Vingt‑huit femmes ont été traitées ; la majorité avait des tumeurs hormonodépendantes, HER2‑négatives, et les autres un cancer triple négatif. Chaque patiente a reçu une injection intratumorale de faible dose de T‑VEC, suivie de quatre injections à dose plus élevée accompagnées d’infusions d’atezolizumab. Lors de l’exérèse ultérieure, les pathologistes ont mesuré avec précision la quantité de cancer restante. Chez 7 des 26 patientes évaluables — environ une sur quatre — il n’y avait plus de cancer invasif dans le sein ni dans les ganglions, un résultat appelé réponse pathologique complète. Cela atteignait le critère prédéfini de l’essai et est remarquable étant donné que toutes ces tumeurs avaient déjà montré une résistance à la chimiothérapie. Le traitement a été généralement bien toléré, avec principalement des effets indésirables légers tels que fièvre, courbatures et modifications sanguines transitoires ; il n’y a pas eu de réactions mettant en jeu le pronostic vital ni de décès liés au traitement.

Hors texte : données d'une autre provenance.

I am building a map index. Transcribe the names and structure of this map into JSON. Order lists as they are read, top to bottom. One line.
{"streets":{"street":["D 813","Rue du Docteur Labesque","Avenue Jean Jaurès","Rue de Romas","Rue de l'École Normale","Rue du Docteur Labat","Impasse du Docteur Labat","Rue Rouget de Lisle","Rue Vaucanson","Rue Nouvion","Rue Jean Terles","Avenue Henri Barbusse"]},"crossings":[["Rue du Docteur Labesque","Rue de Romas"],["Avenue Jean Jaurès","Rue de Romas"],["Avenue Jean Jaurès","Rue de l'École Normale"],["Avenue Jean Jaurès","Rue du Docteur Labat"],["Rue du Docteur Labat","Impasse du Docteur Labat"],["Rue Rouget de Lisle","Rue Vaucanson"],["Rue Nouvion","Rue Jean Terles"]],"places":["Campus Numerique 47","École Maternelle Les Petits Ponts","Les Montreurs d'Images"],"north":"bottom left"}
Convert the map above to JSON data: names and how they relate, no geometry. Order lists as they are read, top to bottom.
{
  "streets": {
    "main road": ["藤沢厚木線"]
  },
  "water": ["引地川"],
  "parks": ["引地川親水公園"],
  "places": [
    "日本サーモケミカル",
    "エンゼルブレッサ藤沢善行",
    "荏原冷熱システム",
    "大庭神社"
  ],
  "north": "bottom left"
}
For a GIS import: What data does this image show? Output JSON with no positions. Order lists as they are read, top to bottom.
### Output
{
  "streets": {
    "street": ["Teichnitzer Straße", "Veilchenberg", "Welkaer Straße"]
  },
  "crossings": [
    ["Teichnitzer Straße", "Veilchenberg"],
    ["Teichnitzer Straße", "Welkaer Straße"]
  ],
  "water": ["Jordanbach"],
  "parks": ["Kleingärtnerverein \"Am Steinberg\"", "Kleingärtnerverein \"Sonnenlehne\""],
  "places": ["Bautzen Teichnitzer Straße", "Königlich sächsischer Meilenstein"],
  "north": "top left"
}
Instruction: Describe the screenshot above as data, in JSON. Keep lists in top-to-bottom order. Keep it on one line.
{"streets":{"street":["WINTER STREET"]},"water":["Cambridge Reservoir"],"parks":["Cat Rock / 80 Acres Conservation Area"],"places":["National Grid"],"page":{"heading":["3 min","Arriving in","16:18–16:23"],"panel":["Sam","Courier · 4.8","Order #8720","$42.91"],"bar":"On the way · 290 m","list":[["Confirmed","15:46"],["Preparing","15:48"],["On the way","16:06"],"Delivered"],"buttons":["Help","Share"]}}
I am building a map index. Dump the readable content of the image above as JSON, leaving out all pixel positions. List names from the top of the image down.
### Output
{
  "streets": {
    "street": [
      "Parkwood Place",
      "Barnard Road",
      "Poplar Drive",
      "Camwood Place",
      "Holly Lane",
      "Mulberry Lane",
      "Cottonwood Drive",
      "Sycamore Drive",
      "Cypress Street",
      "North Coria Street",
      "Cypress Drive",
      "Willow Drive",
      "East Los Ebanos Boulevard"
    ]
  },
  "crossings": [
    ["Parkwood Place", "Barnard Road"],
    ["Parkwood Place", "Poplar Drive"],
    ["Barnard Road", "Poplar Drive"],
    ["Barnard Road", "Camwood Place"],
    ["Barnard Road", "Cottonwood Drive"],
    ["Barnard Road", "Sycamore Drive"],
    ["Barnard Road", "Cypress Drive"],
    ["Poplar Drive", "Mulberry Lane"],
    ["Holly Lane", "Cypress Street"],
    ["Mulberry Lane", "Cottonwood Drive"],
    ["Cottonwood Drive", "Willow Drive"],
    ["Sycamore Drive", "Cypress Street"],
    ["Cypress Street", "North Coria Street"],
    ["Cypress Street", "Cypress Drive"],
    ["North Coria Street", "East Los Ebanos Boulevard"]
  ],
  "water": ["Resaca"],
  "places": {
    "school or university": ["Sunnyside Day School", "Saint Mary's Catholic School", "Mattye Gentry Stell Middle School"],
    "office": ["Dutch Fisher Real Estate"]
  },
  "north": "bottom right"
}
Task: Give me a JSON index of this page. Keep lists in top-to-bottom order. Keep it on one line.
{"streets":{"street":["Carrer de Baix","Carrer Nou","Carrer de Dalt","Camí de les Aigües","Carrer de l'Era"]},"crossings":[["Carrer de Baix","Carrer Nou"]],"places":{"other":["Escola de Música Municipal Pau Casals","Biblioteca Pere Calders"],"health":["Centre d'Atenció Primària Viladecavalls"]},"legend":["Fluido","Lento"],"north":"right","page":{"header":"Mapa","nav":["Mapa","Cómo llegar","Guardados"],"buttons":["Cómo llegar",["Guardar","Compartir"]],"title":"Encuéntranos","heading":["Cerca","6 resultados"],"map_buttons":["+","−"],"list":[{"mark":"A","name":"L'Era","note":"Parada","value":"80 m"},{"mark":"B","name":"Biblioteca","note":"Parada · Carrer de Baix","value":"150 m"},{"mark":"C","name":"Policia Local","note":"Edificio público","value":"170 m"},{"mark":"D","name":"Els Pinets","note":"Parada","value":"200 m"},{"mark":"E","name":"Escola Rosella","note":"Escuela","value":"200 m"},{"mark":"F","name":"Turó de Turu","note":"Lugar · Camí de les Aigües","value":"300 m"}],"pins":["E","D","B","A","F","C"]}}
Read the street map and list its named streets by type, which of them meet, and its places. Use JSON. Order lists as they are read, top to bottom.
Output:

Observer le réveil du système immunitaire

Étant donné qu’il s’agissait d’un essai en « fenêtre d’opportunité », l’équipe a prélevé plusieurs biopsies avant, pendant et après le nouveau traitement, offrant une rare vision en « film » de l’évolution du microenvironnement tumoral. Au microscope, les chercheurs ont observé une augmentation du nombre de lymphocytes infiltrant la tumeur — des globules blancs capables d’attaquer le cancer — au fil du traitement. Des structures ressemblant à de petits ganglions, appelées structures lymphoïdes tertiaires, sont devenues plus fréquentes, et les tumeurs montraient plus souvent des signes d’expression de PD‑L1, la cible même de l’atezolizumab. Les analyses d’activité génique des échantillons tumoraux ont confirmé ces changements visuels : des centaines de signatures de gènes liées à l’immunité, notamment celles associées aux cellules B, aux cellules T et à la production d’anticorps, ont augmenté fortement après le T‑VEC seul puis de nouveau après la combinaison, et sont restées élevées à la chirurgie. Ces modifications sont apparues non seulement chez les patientes dont la tumeur a disparu, mais aussi chez celles ayant une maladie résiduelle, indiquant que la stratégie a largement réénergisé l’immunité antitumorale.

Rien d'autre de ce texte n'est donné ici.